**** DATASET EXCERPT ****

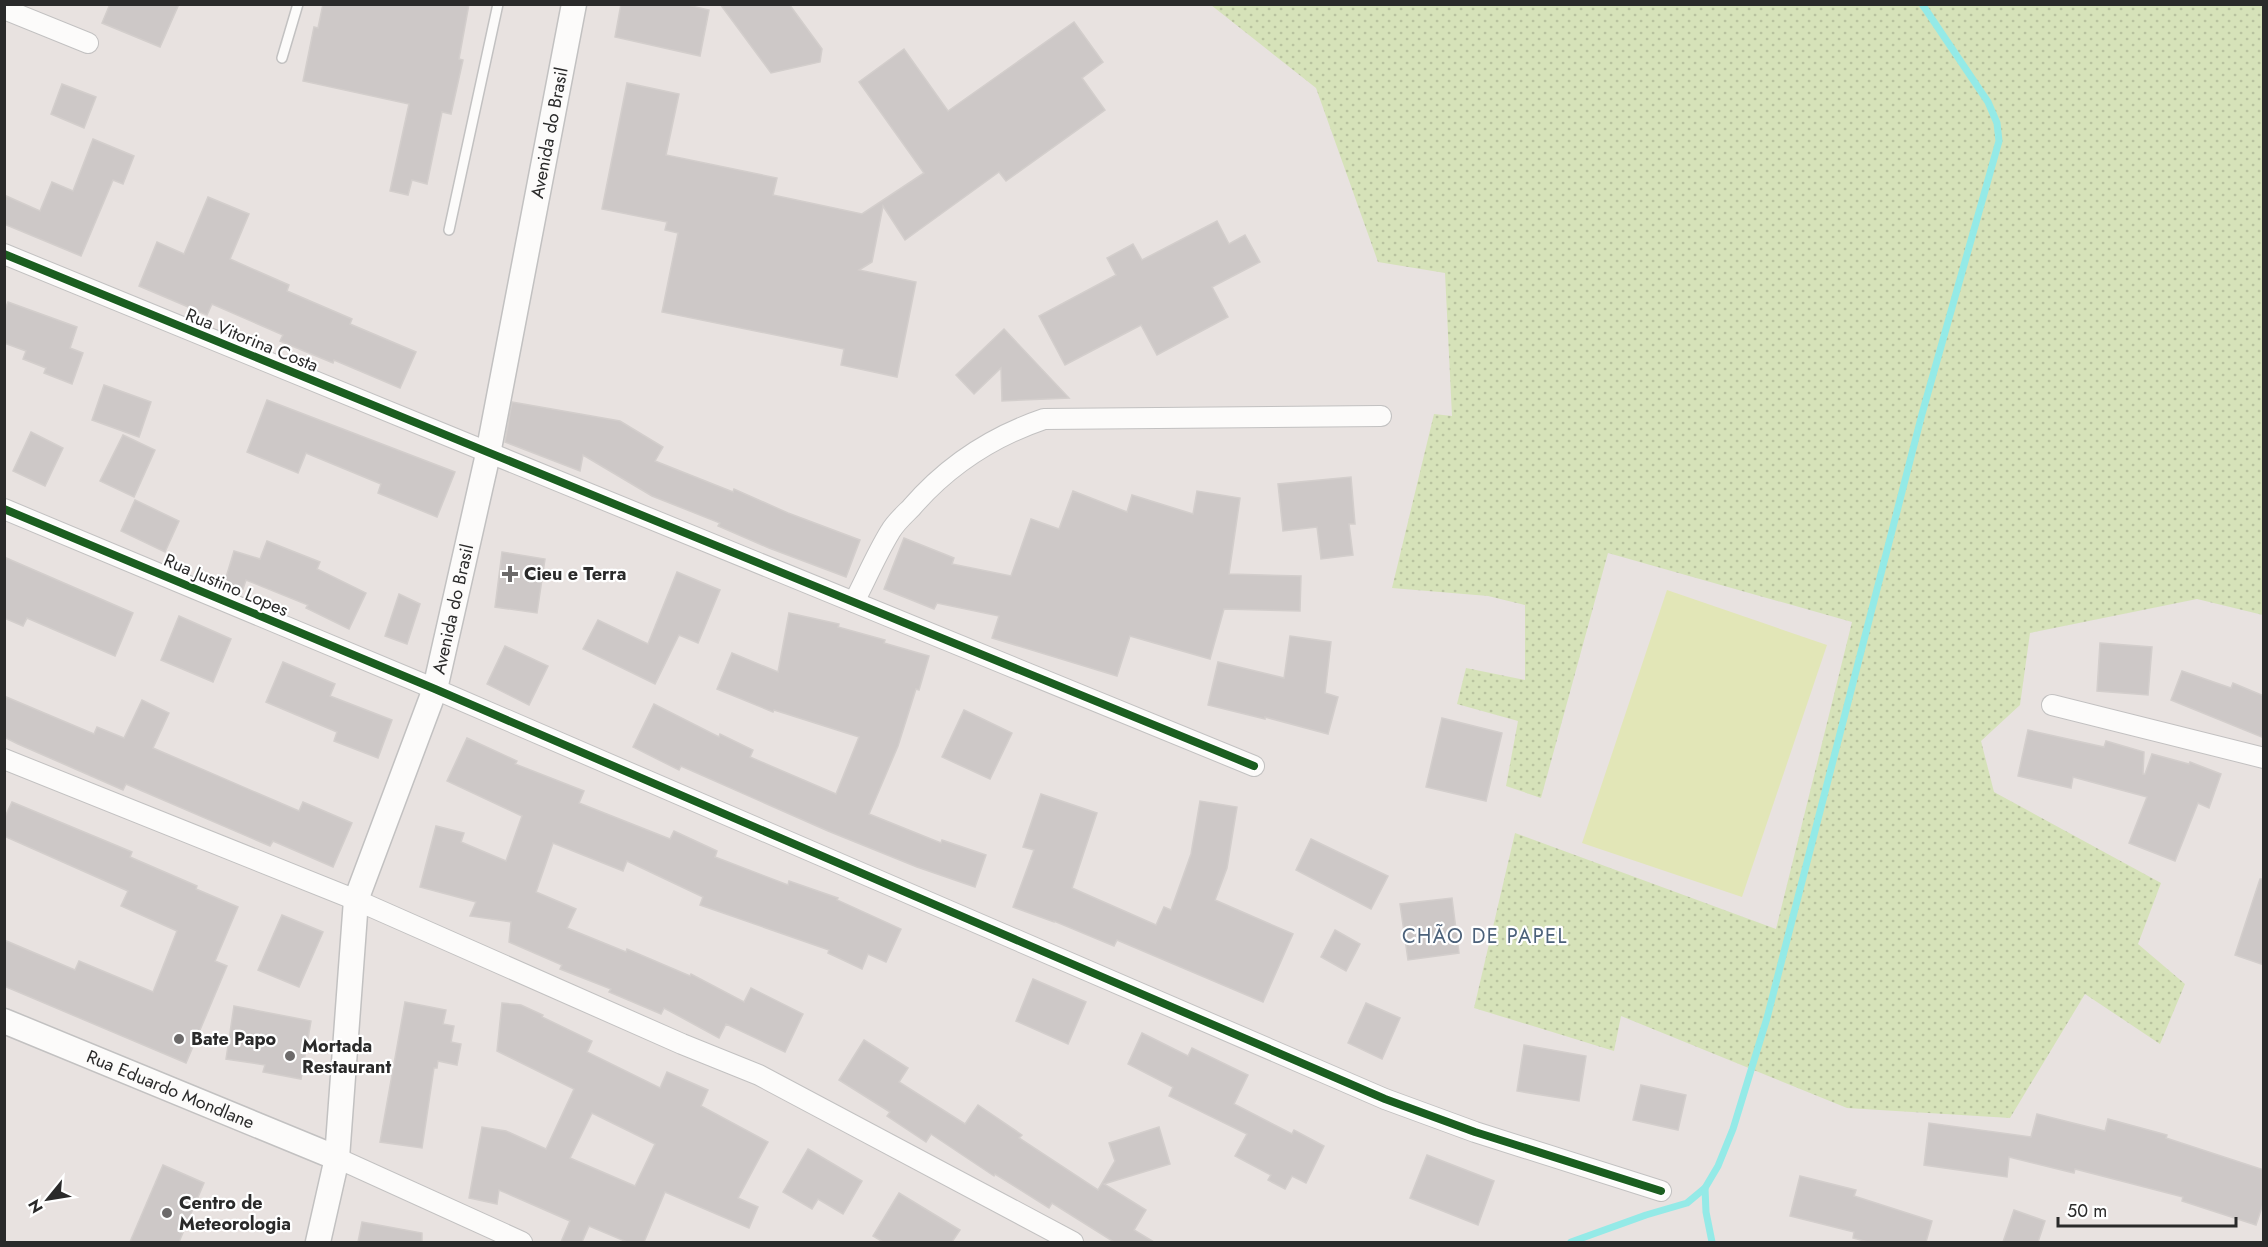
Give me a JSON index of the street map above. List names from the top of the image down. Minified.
{"streets":{"street":["Avenida do Brasil","Rua Vitorina Costa","Rua Justino Lopes","Rua Eduardo Mondlane"]},"crossings":[["Avenida do Brasil","Rua Vitorina Costa"],["Avenida do Brasil","Rua Justino Lopes"],["Avenida do Brasil","Rua Eduardo Mondlane"]],"districts":["CHÃO DE PAPEL"],"places":{"health":["Cieu e Terra"],"other":["Bate Papo","Mortada Restaurant","Centro de Meteorologia"]},"scale_bar":"50 m","north":"bottom left"}
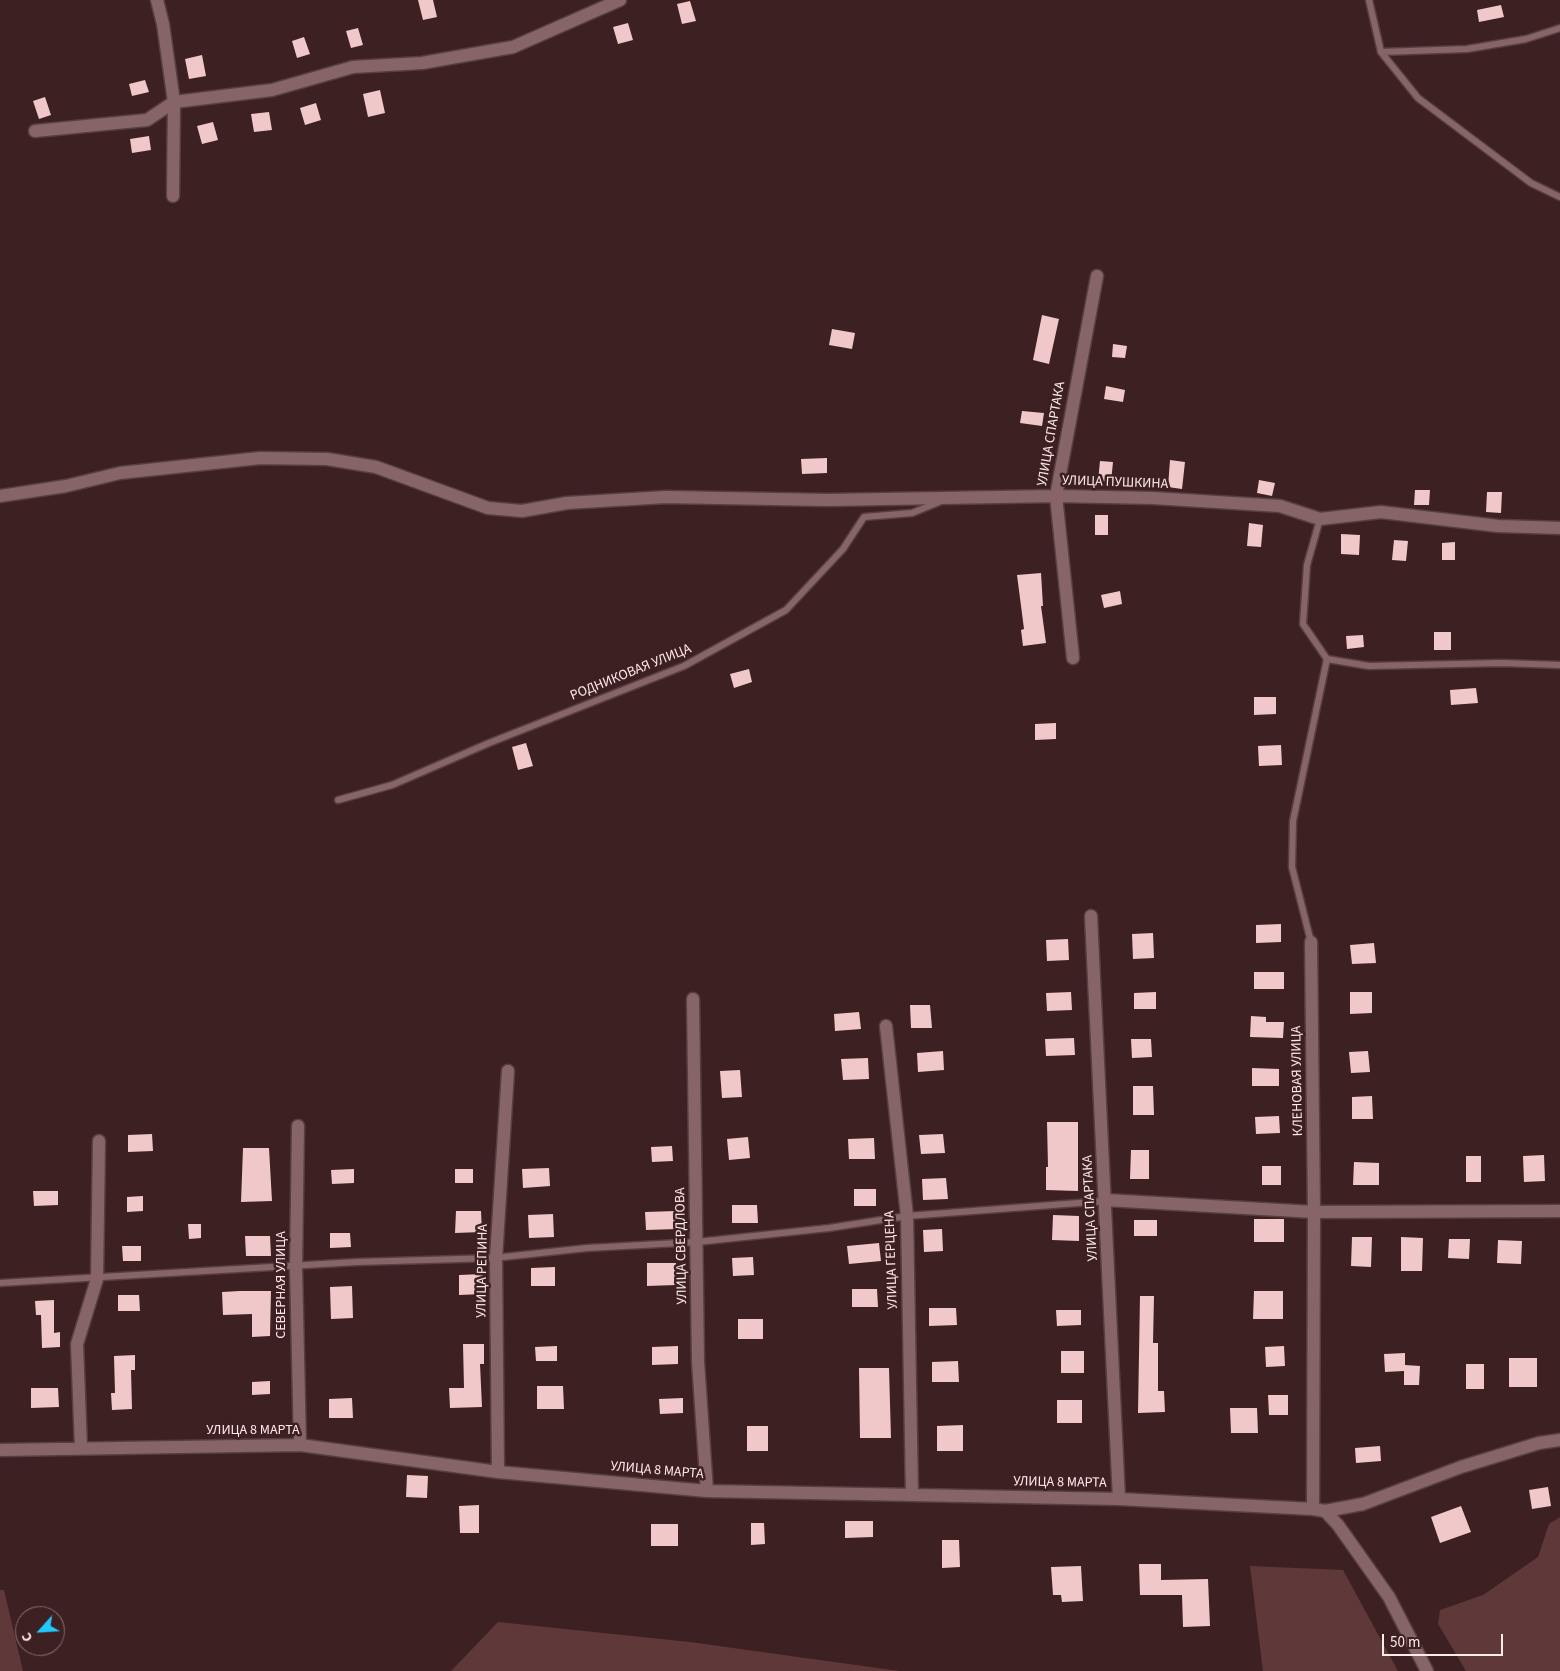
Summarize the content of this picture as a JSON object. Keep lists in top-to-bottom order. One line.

****

(AIM OF THE TASK) Keep the pictures out of the copy and return the rest of the data above exactly.

(ANSWER TO THE PROBLEM)
Give me a JSON index of the street map above. List names from the top of the image down. Minified.
{"streets":{"street":["Avenida do Brasil","Rua Vitorina Costa","Rua Justino Lopes","Rua Eduardo Mondlane"]},"crossings":[["Avenida do Brasil","Rua Vitorina Costa"],["Avenida do Brasil","Rua Justino Lopes"],["Avenida do Brasil","Rua Eduardo Mondlane"]],"districts":["CHÃO DE PAPEL"],"places":{"health":["Cieu e Terra"],"other":["Bate Papo","Mortada Restaurant","Centro de Meteorologia"]},"scale_bar":"50 m","north":"bottom left"}
Summarize the content of this picture as a JSON object. Keep lists in top-to-bottom order. One line.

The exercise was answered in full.